A rub is a dry marinade that you sprinkle or pat onto meat before you cook it. Rubs can contain just about anything, and they usually include some salt and sugar. You leave them on for a few minutes before you cook or as long as overnight. As meat cooks, the heat pulls open it pores, and the flavor of the rub seep into the meat.
Rubs help produce bark, a crisp and flavorful crust that also helps hold in the meat’s moisture.
To create a rub, start with something fairly neutral that will mix easily, such as paprika. To that add salt, sugar, or any other spices that intrigue you.
Marinade, a light liquid that you soak in meat in before you cook it, does as much good for the texture of meat as it does for the flavor.
Most marinades are made up of an acid (vinegar, lemon juice, or some such) and an oil.
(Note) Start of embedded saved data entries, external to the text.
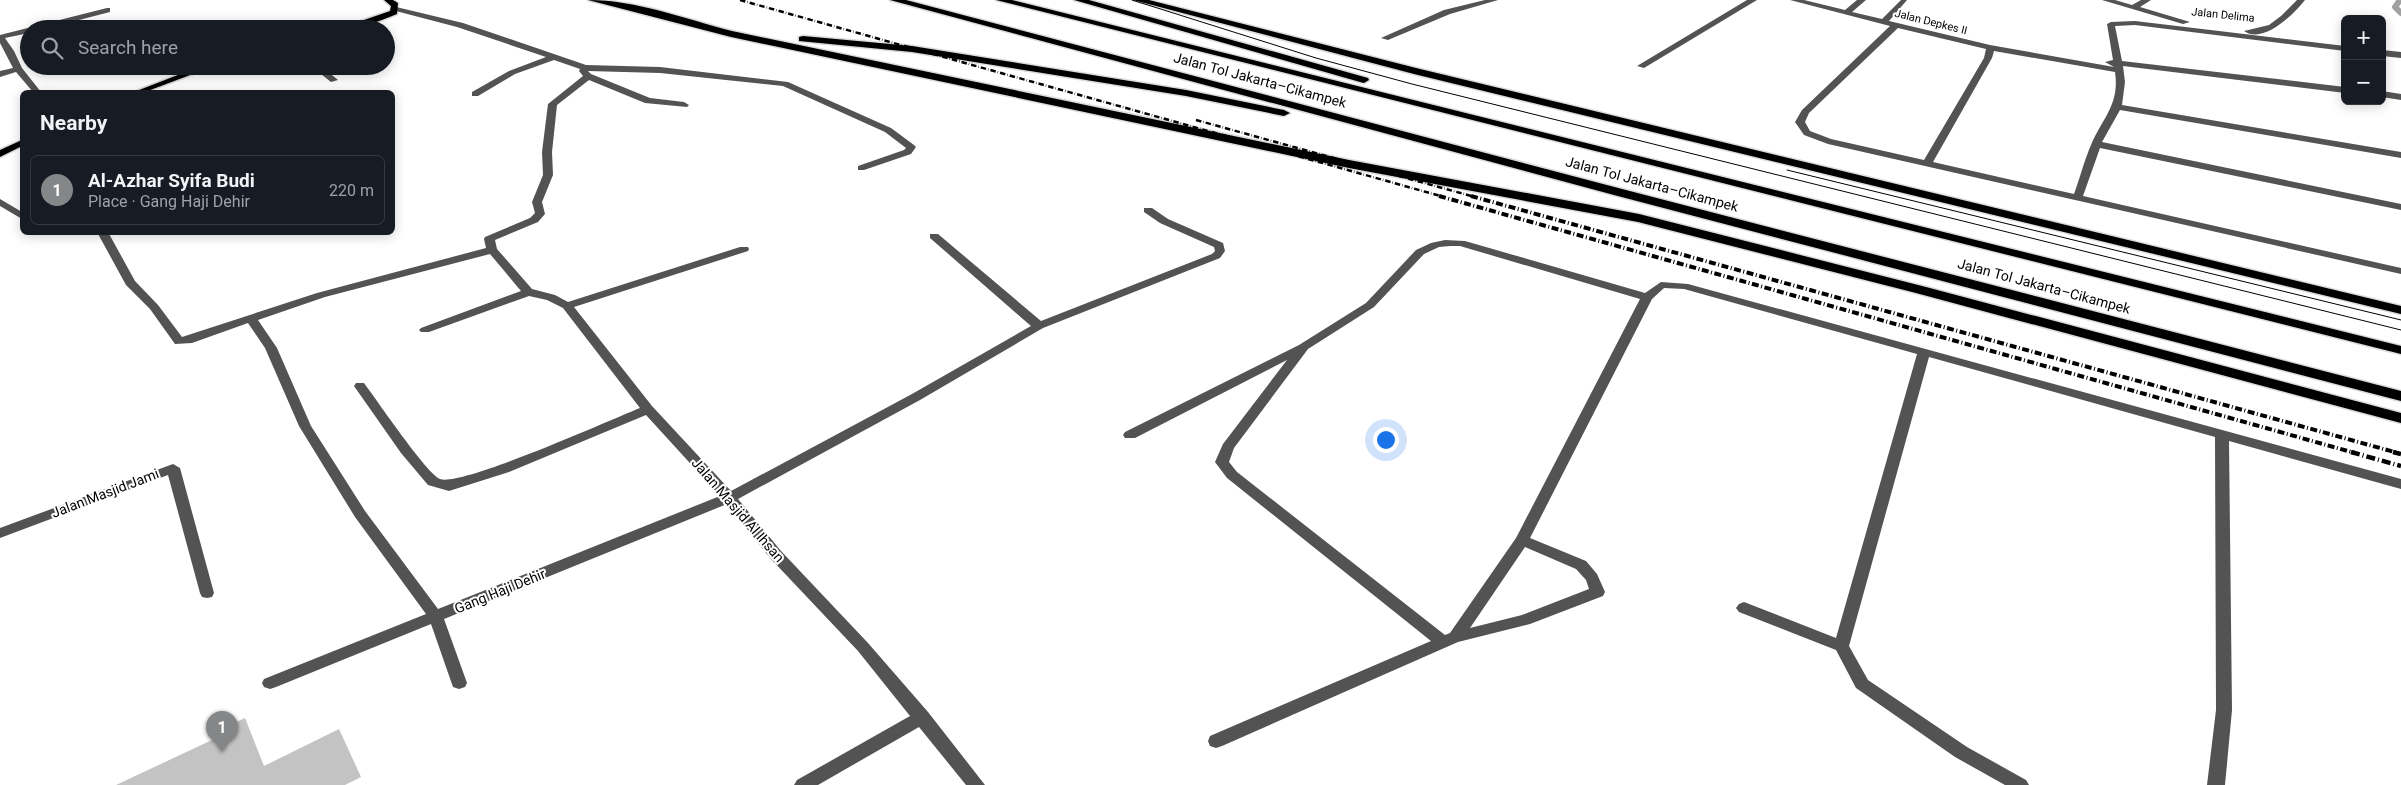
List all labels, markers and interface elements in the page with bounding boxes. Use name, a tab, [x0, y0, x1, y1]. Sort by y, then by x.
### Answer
street label: Jalan Delima	[2191, 5, 2255, 25]
street label: Jalan Depkes II	[1893, 7, 1969, 37]
map controls	[2341, 15, 2386, 105]
button: +	[2341, 15, 2386, 60]
search box	[20, 20, 395, 75]
icon: search	[38, 34, 66, 62]
text: Search here	[78, 36, 178, 59]
street label: Jalan Tol Jakarta–Cikampek	[1172, 49, 1349, 111]
button: −	[2341, 60, 2386, 105]
text: Nearby	[40, 111, 107, 135]
street label: Jalan Tol Jakarta–Cikampek	[1564, 153, 1741, 215]
text: Al-Azhar Syifa Budi	[88, 169, 255, 192]
text: 1	[52, 181, 62, 200]
text: 220 m	[329, 181, 374, 200]
text: Place · Gang Haji Dehir	[88, 192, 250, 211]
street label: Jalan Tol Jakarta–Cikampek	[1956, 255, 2133, 317]
your location	[1373, 427, 1399, 453]
street label: Jalan Masjid Al Ihsan	[688, 455, 788, 565]
street label: Jalan Masjid Jami	[49, 465, 161, 521]
street label: Gang Haji Dehir	[452, 565, 548, 616]
pin: 1	[206, 711, 238, 752]

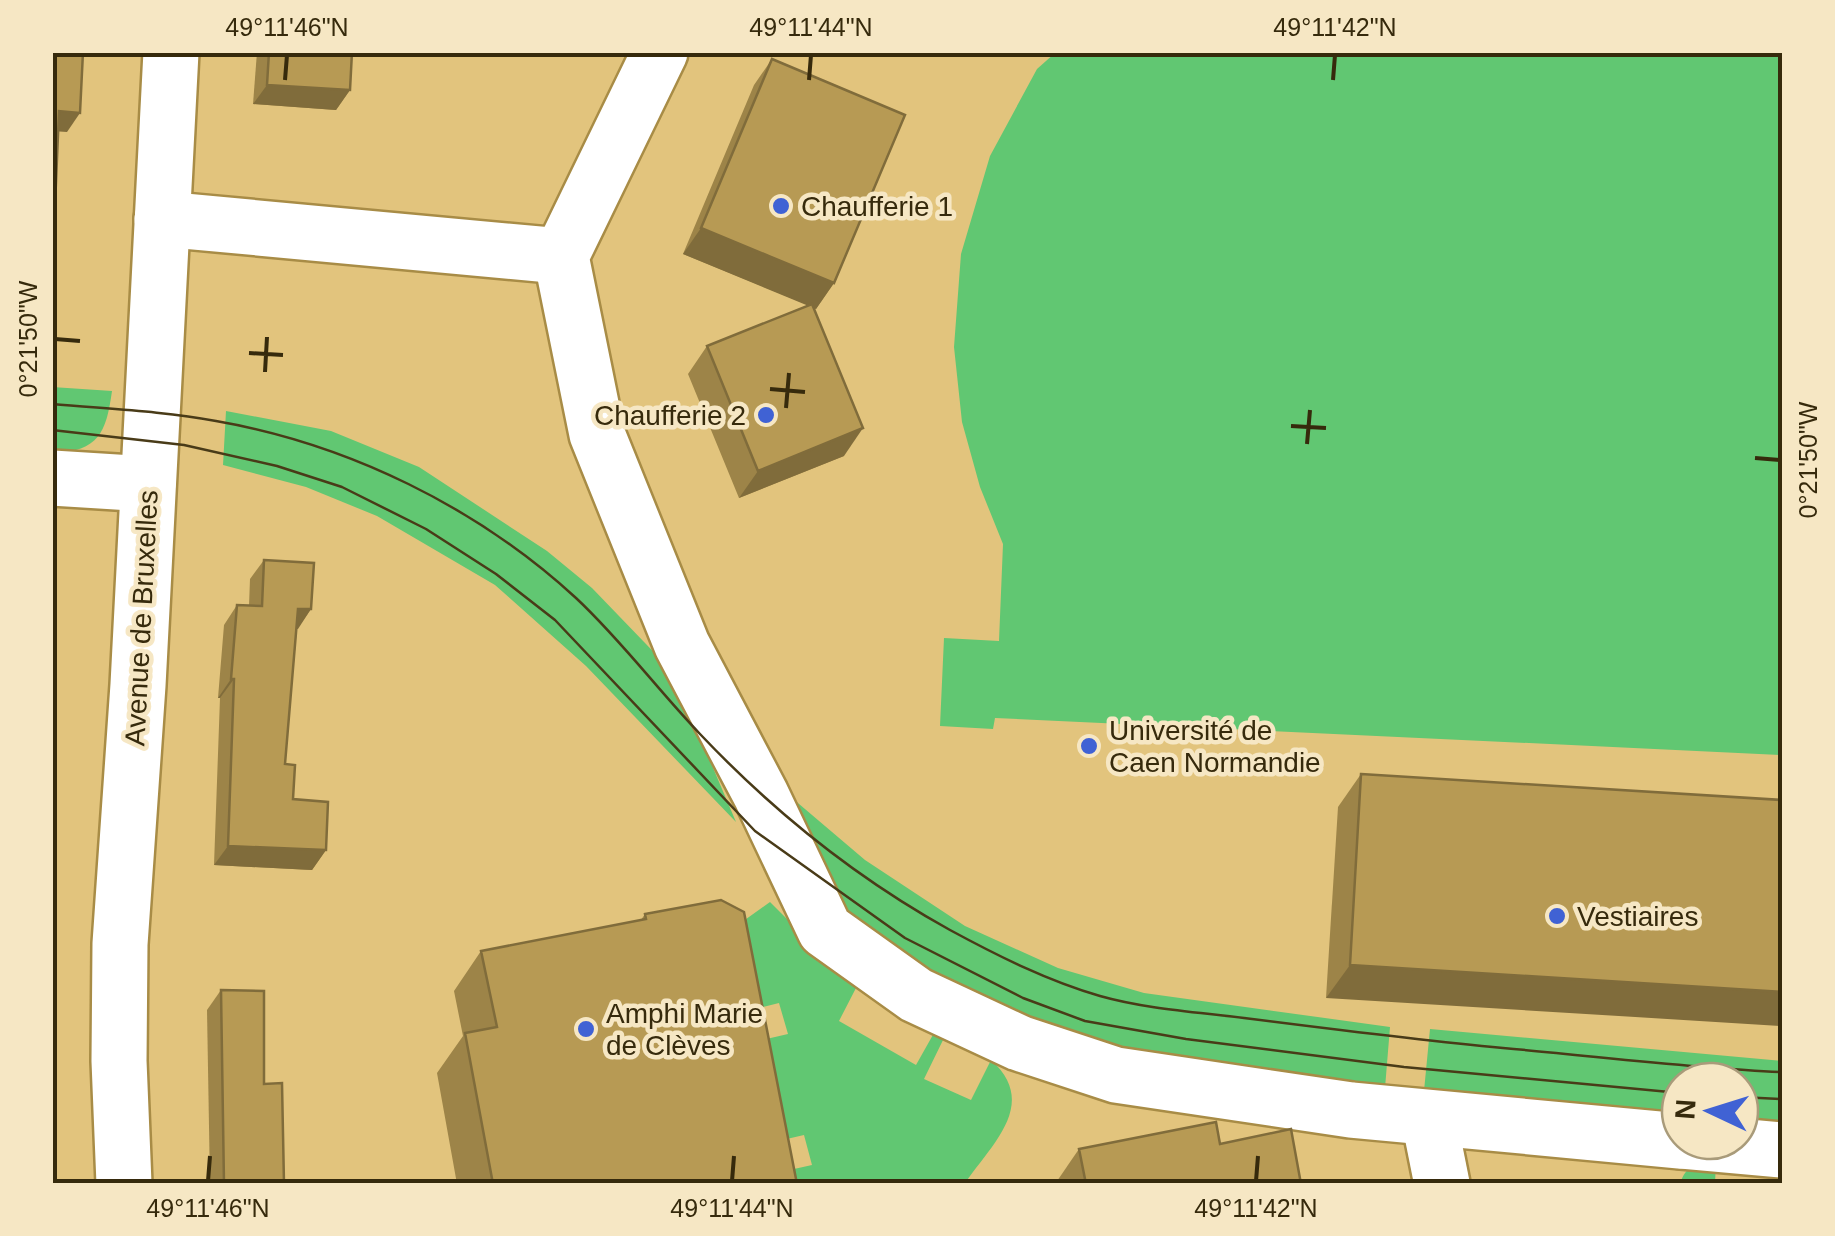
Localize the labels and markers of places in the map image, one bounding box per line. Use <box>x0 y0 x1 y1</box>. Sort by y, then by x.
place label: Chaufferie 1 <box>801 191 953 222</box>
marker: Chaufferie 1 <box>770 195 792 217</box>
place label: Chaufferie 2 <box>594 400 746 431</box>
marker: Chaufferie 2 <box>755 404 777 426</box>
place label: Université de Caen Normandie <box>1109 715 1321 778</box>
marker: Université de Caen Normandie <box>1078 735 1100 757</box>
place label: Vestiaires <box>1577 901 1698 932</box>
marker: Vestiaires <box>1546 905 1568 927</box>
place label: Amphi Marie de Clèves <box>606 998 763 1061</box>
marker: Amphi Marie de Clèves <box>575 1018 597 1040</box>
The acid helps break down the fibers to tenderize the meat, and oil helps hold the acid against the meat so it can do the most good.
Marinades tend to work fast, propelling a lot of flavor and good tenderizing effect into meat. They can be vehicles for intense tastes or subtle ones.
A sauce can be classified as anything that is a liquid. Depending on who or where you are, a true barbecue sauce can be very different.
Different kinds of sauces are appropriate at different stages of the cooking process. You do not put a sugary sauce on food before it has been cooked through because it will burn.
Any sauce starts with a base that provides the underlying flavor and holds everything together. The base maybe be ketchup, vinegar, mustard, tomato paste, chili sauce, or anything along those lines. From there, add some sweetness, such as sugar or molasses, and then throw in some spices.